Your answer should consist of the lines in the listing that hold "вулиця".

■ ■ ■ ■

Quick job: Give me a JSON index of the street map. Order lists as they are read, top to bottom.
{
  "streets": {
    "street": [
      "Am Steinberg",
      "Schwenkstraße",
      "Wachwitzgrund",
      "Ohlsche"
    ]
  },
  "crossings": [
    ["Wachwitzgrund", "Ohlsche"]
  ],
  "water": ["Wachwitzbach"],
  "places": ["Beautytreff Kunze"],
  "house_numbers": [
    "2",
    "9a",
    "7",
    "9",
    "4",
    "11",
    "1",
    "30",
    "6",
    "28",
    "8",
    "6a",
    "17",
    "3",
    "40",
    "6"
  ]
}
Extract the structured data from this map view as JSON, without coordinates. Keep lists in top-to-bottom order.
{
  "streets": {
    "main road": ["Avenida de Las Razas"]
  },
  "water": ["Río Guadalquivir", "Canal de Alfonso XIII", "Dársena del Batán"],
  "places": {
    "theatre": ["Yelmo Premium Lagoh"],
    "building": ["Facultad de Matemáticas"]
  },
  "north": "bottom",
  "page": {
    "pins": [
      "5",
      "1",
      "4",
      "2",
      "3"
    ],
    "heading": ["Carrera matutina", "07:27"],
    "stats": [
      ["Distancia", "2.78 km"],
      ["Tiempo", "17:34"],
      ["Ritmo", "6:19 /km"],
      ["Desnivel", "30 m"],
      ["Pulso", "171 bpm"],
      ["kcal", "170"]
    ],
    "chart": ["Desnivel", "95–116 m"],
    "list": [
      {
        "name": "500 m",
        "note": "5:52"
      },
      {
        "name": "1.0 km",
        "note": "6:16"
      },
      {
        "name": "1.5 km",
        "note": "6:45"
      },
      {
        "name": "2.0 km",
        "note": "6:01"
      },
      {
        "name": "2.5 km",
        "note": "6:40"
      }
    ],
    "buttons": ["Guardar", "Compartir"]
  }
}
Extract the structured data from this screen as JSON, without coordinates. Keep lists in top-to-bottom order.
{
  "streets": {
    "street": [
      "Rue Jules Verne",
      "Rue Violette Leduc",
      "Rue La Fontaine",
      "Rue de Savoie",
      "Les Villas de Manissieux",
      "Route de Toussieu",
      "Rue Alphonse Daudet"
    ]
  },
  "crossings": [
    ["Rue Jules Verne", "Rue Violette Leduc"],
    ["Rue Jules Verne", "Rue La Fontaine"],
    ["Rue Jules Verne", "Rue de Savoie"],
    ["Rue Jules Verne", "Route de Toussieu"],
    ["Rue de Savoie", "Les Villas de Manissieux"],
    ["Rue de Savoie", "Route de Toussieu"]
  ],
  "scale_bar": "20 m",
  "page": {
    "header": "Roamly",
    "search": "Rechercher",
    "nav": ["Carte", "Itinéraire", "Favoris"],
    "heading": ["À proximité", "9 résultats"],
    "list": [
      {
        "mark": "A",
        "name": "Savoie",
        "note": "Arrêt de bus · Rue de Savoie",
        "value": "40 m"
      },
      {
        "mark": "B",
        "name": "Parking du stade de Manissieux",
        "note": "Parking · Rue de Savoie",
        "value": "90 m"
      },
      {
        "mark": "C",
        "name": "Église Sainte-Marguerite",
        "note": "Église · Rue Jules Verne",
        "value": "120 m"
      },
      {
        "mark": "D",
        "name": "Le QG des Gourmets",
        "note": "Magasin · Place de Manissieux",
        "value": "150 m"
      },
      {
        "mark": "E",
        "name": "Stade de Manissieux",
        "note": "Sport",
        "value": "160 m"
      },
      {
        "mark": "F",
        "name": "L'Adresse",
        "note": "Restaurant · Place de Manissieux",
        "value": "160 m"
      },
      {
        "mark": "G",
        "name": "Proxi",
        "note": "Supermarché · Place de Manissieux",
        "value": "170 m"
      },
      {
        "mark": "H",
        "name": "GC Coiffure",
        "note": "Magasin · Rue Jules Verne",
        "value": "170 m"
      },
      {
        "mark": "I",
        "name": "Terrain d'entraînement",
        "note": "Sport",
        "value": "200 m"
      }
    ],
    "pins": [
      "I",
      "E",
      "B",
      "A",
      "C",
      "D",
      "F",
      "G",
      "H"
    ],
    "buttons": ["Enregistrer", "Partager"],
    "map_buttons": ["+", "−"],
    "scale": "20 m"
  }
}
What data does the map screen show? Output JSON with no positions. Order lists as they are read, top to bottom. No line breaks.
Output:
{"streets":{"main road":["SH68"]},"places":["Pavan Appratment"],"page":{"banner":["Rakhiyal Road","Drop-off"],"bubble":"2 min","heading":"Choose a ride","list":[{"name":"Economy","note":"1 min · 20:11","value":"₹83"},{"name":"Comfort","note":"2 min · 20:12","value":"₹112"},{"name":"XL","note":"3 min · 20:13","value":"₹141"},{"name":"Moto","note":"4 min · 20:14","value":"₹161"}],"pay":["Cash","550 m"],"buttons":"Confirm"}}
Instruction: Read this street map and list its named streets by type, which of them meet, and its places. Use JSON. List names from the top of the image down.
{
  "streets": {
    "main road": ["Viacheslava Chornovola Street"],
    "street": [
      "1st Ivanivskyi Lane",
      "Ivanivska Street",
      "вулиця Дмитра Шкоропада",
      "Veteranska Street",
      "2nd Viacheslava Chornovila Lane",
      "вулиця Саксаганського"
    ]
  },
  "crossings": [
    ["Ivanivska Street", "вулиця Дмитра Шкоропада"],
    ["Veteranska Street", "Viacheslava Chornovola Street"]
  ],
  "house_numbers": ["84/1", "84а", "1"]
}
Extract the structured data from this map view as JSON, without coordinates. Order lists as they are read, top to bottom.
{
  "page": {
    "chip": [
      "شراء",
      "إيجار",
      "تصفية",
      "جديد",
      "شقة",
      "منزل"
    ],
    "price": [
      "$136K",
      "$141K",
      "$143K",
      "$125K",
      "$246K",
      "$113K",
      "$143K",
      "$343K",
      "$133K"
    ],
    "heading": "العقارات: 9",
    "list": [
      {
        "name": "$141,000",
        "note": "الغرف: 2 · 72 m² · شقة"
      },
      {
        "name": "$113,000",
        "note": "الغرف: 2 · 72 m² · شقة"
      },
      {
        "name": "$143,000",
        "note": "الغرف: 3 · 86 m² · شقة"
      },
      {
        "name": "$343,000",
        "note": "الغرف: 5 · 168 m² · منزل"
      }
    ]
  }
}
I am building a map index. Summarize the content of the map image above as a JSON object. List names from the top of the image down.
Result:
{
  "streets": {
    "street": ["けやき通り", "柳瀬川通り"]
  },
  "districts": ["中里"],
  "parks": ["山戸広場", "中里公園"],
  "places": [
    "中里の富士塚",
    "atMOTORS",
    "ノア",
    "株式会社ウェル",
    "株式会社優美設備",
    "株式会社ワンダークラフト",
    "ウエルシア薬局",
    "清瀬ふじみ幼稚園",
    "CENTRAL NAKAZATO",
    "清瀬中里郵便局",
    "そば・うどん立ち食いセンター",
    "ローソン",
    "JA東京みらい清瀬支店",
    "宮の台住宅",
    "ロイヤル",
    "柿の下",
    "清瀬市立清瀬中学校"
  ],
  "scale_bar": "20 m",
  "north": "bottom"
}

■ ■ ■ ■

• **TASK SOLUTION**
      "вулиця Дмитра Шкоропада",
      "вулиця Саксаганського"
    ["Ivanivska Street", "вулиця Дмитра Шкоропада"],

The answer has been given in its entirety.